There are moments throughout Beautiful Darling that touch us with an immediate sense of humanity- the numerous clips of Candy in performance reveal the spark that elevated her above the level of just another drag act, the juxtaposition of early childhood photos with the various reminiscences from her mother and other figures from her former life as a boy give us a glimpse of her monumental struggle to find her identity, and Newton’s tender concern surrounding the arrangements for her impending burial allow us to share his sense of closure over his belated final farewell to his friend.  It is the power of these elements that make the film a superb documentary; there are few revelations here regarding the historical events of her life or her associations, though there may be some surprises for those viewers unfamiliar with her career.  The usual dominant themes, recurring in any examination of the time and place in which Candy enjoyed her heyday, are present here (the extreme, drug-saturated party atmosphere, the callous fickleness of Andy Warhol, the peculiar blend of degrading squalor and ostentatious glamor), and the archival footage and photos give us a titillating glimpse of the legendary settings in which pop-culture history was made (Warhol’s Factory, the back room at Max’s Kansas City, the streets of Greenwich Village); but what sticks with us, when the film is done, is the sense of Candy as a person, a bridging of the gap between her extreme and unique experience and our own, probably more mundane lives.  We are left with a feeling of respect for her bravery, and empathy for her deep longing to simply be herself; it’s a struggle with which we can all relate- gay or straight, male or female, conservative or liberal- and one which ultimately defines our lives, whether we decide to participate in it or not.
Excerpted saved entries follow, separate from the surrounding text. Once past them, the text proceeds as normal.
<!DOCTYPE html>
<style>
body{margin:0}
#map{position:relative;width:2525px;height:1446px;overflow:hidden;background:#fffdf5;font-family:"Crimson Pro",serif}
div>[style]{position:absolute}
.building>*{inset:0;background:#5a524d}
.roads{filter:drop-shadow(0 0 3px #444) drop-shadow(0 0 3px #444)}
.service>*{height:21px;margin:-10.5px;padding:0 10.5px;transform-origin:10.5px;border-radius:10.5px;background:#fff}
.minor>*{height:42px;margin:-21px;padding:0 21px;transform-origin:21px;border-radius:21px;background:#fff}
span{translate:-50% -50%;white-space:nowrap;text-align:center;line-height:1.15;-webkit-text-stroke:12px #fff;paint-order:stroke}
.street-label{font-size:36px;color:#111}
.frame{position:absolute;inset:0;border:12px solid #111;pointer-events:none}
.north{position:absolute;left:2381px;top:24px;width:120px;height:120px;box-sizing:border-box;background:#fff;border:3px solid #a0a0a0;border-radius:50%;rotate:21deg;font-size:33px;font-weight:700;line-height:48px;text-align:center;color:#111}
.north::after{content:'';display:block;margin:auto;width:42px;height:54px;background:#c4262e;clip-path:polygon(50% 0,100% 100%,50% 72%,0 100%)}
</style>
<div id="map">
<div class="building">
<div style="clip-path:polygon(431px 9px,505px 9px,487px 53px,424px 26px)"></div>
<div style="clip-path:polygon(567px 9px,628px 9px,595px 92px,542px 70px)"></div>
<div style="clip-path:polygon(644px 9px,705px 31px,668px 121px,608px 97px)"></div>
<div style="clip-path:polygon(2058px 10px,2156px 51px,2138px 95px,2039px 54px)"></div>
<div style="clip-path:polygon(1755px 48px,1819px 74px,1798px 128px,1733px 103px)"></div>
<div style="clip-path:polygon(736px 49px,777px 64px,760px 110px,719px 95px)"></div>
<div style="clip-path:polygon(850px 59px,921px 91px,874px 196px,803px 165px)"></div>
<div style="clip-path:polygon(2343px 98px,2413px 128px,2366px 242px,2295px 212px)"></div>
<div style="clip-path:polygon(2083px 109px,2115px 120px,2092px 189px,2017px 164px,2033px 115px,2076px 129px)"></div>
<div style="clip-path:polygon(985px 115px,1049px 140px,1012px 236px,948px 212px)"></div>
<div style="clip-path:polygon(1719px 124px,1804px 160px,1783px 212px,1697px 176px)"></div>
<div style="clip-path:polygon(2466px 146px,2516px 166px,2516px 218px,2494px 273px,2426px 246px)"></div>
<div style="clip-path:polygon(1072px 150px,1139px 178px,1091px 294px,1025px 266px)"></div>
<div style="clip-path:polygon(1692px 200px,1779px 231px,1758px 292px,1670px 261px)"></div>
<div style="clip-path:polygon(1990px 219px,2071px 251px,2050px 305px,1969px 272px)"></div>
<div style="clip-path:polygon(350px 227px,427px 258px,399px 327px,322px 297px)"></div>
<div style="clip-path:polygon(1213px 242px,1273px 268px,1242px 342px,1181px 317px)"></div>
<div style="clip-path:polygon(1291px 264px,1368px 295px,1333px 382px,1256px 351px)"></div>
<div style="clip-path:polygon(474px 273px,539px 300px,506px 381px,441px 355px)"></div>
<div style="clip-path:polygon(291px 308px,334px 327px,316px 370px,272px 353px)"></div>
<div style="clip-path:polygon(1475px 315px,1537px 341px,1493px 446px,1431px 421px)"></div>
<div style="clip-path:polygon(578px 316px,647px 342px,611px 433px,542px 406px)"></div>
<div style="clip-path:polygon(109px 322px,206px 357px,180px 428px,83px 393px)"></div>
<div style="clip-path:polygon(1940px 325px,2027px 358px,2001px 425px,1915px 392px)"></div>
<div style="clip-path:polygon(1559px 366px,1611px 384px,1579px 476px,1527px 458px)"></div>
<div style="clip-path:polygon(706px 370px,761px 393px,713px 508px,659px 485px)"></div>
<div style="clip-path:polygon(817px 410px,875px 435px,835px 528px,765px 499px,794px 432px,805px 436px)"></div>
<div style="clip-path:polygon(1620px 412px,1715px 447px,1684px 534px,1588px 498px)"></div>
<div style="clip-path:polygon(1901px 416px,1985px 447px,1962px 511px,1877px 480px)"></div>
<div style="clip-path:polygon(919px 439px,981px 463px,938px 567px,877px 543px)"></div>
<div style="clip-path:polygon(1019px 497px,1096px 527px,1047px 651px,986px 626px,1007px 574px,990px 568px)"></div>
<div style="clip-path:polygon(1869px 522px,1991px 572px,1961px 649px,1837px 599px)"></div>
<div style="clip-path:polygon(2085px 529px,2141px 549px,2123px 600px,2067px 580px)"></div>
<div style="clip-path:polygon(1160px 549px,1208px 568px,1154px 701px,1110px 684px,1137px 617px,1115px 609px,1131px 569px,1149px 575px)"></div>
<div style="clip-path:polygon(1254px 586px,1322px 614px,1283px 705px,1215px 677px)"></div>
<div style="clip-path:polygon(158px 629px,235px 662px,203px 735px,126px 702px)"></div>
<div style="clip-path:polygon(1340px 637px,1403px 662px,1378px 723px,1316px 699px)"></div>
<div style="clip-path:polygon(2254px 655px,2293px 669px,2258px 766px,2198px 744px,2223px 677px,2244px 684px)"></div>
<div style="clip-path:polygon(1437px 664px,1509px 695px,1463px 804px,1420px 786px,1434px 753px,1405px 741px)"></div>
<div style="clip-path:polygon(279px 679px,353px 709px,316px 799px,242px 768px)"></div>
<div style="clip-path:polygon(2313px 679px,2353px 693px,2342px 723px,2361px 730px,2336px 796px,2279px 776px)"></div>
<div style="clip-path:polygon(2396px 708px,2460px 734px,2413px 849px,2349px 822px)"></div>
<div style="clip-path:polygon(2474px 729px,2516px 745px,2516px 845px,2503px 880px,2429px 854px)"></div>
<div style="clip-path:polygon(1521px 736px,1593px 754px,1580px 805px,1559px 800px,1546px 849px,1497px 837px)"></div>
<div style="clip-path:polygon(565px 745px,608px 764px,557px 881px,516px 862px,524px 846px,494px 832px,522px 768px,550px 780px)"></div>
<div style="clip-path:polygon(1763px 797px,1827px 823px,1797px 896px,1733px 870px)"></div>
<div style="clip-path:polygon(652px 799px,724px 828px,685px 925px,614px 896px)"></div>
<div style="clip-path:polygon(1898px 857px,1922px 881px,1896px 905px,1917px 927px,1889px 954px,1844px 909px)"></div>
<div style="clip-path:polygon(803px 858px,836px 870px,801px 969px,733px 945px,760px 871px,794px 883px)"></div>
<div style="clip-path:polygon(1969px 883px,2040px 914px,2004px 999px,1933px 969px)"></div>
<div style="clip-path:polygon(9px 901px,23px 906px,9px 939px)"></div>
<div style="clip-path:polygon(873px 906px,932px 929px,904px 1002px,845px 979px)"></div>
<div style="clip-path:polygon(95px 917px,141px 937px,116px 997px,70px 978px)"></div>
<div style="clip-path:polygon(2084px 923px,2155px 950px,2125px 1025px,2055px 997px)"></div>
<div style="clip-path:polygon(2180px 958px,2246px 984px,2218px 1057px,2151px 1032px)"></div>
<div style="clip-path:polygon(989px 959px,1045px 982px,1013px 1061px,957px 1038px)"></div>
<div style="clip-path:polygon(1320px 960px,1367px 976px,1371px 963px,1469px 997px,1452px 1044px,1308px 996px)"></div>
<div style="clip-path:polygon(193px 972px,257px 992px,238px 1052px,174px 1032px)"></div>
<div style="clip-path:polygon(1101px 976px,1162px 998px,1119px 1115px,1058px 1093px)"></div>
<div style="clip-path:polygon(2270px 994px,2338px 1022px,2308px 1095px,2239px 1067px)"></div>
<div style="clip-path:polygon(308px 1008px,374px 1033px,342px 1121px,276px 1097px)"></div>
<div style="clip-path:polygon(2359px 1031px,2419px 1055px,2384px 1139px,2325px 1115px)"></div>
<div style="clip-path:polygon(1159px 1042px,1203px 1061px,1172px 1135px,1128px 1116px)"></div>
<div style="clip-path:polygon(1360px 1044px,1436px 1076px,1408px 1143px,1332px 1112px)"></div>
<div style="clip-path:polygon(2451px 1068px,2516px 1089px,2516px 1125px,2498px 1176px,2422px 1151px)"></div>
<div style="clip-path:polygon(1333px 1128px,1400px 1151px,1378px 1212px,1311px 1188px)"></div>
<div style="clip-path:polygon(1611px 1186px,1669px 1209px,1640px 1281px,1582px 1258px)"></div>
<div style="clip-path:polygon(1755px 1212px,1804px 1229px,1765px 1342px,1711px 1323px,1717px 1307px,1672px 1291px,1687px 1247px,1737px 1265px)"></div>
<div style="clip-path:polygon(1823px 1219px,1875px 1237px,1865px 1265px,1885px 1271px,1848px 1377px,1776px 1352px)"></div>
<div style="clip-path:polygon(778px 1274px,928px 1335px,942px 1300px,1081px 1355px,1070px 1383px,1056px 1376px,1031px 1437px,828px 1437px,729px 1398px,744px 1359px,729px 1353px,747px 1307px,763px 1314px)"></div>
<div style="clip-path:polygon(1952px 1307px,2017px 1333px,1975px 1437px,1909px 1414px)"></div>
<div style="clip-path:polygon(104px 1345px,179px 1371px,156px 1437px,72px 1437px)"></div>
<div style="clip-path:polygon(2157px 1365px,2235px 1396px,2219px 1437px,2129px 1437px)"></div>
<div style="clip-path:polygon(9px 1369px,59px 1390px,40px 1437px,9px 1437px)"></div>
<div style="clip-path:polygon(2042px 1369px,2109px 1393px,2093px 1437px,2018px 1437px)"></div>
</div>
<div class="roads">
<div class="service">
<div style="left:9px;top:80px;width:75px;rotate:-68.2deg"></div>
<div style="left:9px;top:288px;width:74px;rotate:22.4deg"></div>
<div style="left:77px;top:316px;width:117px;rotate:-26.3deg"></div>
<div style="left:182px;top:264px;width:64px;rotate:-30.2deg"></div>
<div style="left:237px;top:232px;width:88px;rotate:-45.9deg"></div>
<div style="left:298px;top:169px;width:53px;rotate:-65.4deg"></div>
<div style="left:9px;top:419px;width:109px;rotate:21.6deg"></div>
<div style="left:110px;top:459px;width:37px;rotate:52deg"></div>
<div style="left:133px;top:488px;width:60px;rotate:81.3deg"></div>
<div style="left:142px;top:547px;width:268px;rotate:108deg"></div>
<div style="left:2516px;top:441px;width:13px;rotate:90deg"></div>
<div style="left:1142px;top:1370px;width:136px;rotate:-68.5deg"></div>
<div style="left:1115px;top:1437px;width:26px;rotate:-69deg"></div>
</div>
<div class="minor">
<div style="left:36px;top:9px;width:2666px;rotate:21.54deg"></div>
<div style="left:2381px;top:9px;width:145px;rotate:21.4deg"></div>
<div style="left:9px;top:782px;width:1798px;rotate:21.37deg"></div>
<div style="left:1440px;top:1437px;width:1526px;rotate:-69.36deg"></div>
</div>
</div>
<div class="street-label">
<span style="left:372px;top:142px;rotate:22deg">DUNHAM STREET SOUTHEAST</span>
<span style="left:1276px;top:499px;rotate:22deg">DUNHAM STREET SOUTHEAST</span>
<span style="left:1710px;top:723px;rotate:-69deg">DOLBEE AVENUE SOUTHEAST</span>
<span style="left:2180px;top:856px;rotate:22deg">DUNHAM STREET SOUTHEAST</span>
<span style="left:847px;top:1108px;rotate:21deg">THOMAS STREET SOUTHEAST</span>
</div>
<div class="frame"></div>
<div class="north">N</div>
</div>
It is this universality that makes Beautiful Darling a powerful film, though it also succeeds in entertaining and informing us, and offers us the opportunity to become familiar with its charming and beautiful subject.  By appealing to that part in all of us that identifies with Candy’s inner yearning, Rasin’s movie challenges us to confront not only our own issues of identity, but our assumptions and prejudices about sexuality and gender as well.  Though this is not overtly a film about the evolution cultural attitudes towards transgendered individuals, it gives us dark hints about the very real danger a person like Candy Darling faced in mid-20th-Century America, and invites us to compare our contemporary level of tolerance with that of her day.  Certainly there has been progress, but Beautiful Darling begs the question: how far have we really come in our acceptance?  We have yet to see a mainstream media star who is transgendered, Divine and RuPaul (cross-dressers both- not transsexuals) notwithstanding.  Perhaps that day will come, eventually, and when it does, Candy Darling will finally take her place as the true pioneer that she was.